After the first three novels, there was a pause in her publications. The first three flowed easily together. The next books were different. For a bit, I thought the story just might be over. The historical elements dominated and clouded the tale and I lost some connection to the characters in the process.
Last June, Gabaldon published the eighth book in the series. I pre-ordered it. I owned the entire series in hardcover after all. But when I picked it up at B & N, I realized that I hadn't read book seven. And when I started book seven, I was confused by where I was. And therein lay the rub ... I was lost in a series twenty years in the making and my only recourse was to start over. So, last July, I posted on Facebook my intention to read all the books and I began at the beginning.
Now this is a HUGE commitment in reading. Each book is complex and, as I said, about 900 pages, give or take a few. And these pages are chock full of detail and description and stuff that make the reading "chewy."

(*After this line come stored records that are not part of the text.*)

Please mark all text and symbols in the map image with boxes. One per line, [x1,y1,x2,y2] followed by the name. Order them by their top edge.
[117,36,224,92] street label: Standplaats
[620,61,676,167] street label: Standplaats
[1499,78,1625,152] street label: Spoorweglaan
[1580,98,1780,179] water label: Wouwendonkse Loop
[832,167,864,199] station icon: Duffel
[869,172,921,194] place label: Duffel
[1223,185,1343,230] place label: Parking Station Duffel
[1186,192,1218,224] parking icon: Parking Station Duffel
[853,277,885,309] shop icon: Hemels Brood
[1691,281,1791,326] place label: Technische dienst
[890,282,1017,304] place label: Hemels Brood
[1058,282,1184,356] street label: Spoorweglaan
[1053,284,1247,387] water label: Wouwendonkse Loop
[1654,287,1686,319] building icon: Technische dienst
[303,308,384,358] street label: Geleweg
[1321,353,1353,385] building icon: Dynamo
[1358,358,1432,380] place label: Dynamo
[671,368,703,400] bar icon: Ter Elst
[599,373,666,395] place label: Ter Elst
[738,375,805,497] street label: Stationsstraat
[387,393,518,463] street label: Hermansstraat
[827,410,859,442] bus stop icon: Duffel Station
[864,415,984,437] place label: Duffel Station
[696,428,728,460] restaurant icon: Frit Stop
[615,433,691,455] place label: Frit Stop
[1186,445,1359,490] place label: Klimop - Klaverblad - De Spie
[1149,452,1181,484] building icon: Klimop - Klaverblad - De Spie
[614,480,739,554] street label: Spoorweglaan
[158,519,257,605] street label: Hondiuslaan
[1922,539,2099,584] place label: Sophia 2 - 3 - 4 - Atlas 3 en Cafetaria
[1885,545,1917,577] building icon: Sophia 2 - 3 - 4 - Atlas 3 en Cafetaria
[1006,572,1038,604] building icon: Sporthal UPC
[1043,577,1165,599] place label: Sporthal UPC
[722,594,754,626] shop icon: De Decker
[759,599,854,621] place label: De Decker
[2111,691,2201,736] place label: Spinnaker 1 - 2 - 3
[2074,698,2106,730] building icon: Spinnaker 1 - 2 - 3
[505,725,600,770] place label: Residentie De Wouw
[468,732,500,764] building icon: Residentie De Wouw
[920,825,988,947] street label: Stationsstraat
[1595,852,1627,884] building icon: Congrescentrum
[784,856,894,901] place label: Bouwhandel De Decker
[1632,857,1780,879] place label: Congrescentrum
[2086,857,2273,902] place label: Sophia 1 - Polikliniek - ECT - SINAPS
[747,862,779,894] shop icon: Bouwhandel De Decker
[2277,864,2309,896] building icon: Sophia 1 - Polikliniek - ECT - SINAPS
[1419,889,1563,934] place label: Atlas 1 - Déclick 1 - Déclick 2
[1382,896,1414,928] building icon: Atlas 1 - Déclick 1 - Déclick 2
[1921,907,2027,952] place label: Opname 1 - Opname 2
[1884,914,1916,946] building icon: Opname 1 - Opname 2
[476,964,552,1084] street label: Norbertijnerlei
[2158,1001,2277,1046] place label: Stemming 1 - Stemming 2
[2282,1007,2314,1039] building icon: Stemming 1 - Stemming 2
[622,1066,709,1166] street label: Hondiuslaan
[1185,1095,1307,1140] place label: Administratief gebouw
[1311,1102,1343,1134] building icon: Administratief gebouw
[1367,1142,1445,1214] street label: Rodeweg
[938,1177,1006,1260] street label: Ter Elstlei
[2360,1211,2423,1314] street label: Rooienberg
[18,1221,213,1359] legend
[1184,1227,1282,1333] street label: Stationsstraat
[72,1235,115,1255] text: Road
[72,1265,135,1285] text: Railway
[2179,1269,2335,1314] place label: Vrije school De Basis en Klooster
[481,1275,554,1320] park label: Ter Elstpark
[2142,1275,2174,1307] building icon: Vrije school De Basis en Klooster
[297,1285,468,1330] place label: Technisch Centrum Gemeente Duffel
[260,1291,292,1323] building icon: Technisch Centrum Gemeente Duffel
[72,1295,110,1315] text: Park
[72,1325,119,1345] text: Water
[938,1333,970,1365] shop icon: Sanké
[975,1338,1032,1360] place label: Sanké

When I'd first begun the series, my focus was on the main characters -- for those of you who live under a rock and either 1) haven't read the books or 2) haven't heard the hype brought on by the Starz mini-series -- that would be Jamie and Claire. Then along came a daughter, Brianna and her love interest Roger. My first time thru, I lacked interest in that "subplot." That changed the second time around -- probably because I had kids of my own. As a parent, particularly of a precocious daughter, I saw things differently. Brianna and Roger became intriguing.
Several of the middle books began to read like a series of short stories pieced together. Convoluted. Disjointed. I lost interest and had to push though at times. The chapters were full of the mundane. But then -- I reminded myself -- isn't life like that sometimes? I found a different appreciation when I embraced that perspective and the characters' lives became a bit more ordinary. Made me a bit sad, though and I kinda feared their story had run its course. What more could there be to tell? Perhaps, after twenty years, the story was tired, complete, at an end.

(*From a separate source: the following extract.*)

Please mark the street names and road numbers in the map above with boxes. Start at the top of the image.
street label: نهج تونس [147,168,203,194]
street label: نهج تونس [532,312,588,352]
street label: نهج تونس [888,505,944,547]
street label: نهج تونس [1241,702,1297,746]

Then I started book seven, An Echo In The Bone. I was drawn in immediately. As I reached the final words on page 814, I wanted more right away. There WAS more to say and it was exciting stuff!
Made me reflective, that discovery. See, the best stories don't have endings. Our favorite tales don't truly have a final epitaph. Even as you turn that last page, you know there is more to the story ... it just may not be written yet.
Take Daphne du Maurier's Rebecca. After the blazing of Manderley, Maxim and Mrs. de Winter had to go somewhere ... something happened next.
As Rhett marched out the door at the conclusion of Gone With The Wind, Scarlett was NOT done. After all, tomorrow was another day and she was not going to sit on those stairs forever.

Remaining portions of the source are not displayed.